El casco histórico de la Villa de Moya se convirtió este fin de semana en un bullicioso escaparate de la artesanía y la producción local con la celebración de la Feria Artesanal y Comercial ‘Villa de Moya en Carnaval’. Una iniciativa que, enmarcada en las fiestas de Don Carnal, logró aunar dinamización económica, ocio familiar y entretenimiento cultural en un mismo espacio.
Desde primera hora de la mañana, decenas de curiosos y compradores potenciales recorrieron los distintos expositores instalados en el corazón comercial del municipio. La oferta, variada y de proximidad, incluyó desde piezas de artesanía tradicional hasta productos agroalimentarios elaborados en la propia isla, pasando por artículos de Km 0 que ponen en valor el talento y el esfuerzo de los productores locales.
Un impulso al pequeño comercio
El ambiente festivo que impregnaba las calles no fue óbice para que la cita cumpliera su objetivo principal: servir de altavoz y punto de venta directo para los creadores y agricultores de Gran Canaria. La feria se convirtió así en un espacio de encuentro entre quienes elaboran productos singulares y un público cada vez más concienciado con la importancia de consumir cerca de casa.
El alcalde de Moya, Raúl Afonso, destacó durante su visita a los expositores el valor estratégico de este tipo de convocatorias. “Iniciativas como esta fortalecen nuestro tejido económico y permiten acercar a los productores de la isla a los consumidores finales”, señaló. Afonso insistió en que generar espacios de intercambio directo “crea oportunidades reales para el comercio local y fomenta un modelo de consumo más consciente y sostenible”.
Música y juegos para redondear la jornada
Paralelamente a la actividad ferial, el Parque Pico Lomito se transformó en un pequeño parque de atracciones improvisado con juegos y actividades pensadas para los más pequeños. El objetivo, según explicaron fuentes municipales, era ampliar la oferta de ocio y facilitar que las familias pudieran disfrutar de una jornada completa sin necesidad de salir del municipio.

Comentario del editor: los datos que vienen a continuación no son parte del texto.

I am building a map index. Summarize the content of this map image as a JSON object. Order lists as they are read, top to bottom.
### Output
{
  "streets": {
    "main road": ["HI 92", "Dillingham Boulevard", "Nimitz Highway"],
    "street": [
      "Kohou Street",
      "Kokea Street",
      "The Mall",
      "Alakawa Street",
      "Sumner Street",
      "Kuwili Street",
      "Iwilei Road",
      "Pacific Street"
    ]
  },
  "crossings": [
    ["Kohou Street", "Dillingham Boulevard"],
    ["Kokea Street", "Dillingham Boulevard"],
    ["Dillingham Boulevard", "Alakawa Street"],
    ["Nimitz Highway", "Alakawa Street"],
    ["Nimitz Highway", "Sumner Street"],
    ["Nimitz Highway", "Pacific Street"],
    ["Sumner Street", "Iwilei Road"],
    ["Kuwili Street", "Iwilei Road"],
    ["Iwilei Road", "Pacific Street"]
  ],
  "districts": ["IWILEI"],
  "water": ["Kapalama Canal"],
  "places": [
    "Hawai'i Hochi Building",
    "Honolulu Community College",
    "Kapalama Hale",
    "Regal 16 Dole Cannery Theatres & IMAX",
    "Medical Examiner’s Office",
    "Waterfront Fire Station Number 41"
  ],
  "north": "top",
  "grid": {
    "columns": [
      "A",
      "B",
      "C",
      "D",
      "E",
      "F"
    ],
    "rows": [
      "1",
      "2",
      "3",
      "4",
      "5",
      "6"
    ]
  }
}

El broche de oro llegó al caer la tarde en el Pórtico de la Iglesia, donde un tributo musical a Juan Luis Guerra puso la banda sonora al cierre de la feria. Las canciones del cantautor dominicano, que tantos vínculos tiene con el Carnacho, animaron a los asistentes a bailar y corear algunos de sus grandes éxitos, poniendo un contrapunto rítmico a una jornada que hasta entonces había transcurrido entre paseos y compras.
Comercio y cultura, un binomio ganador
La concejala de Comercio del Ayuntamiento de Moya, Belén Rivero, hizo una valoración muy positiva de la convocatoria. “Cuando logramos unir comercio, ocio y cultura en una misma propuesta, generamos una experiencia atractiva que beneficia a todo el municipio”, afirmó la edil.
Rivero incidió en la apuesta decidida del consistorio por respaldar al sector comercial a través de eventos que saquen la actividad a la calle y la conviertan en un reclamo para vecinos y visitantes. “No se trata solo de vender, sino de crear un entorno agradable donde la gente quiera estar, pasear, consumir y, en definitiva, sentirse parte de su pueblo”, añadió.
Compromiso con el kilómetro cero
La Feria Artesanal y Comercial ‘Villa de Moya en Carnaval’ reafirma, edición tras edición, el compromiso del municipio norteño con la dinamización de su economía local y la promoción de los productos de proximidad. Una cita que, además, demuestra que es posible combinar tradición, cultura y actividad comercial sin renunciar al espíritu festivo que caracteriza estas fechas.
Con esta propuesta, Moya se suma a la larga lista de municipios de la isla que aprovechan el tirón del Carnaval para impulsar sus sectores productivos, demostrando que la fiesta también puede ser un motor de desarrollo económico y un altavoz para el talento local.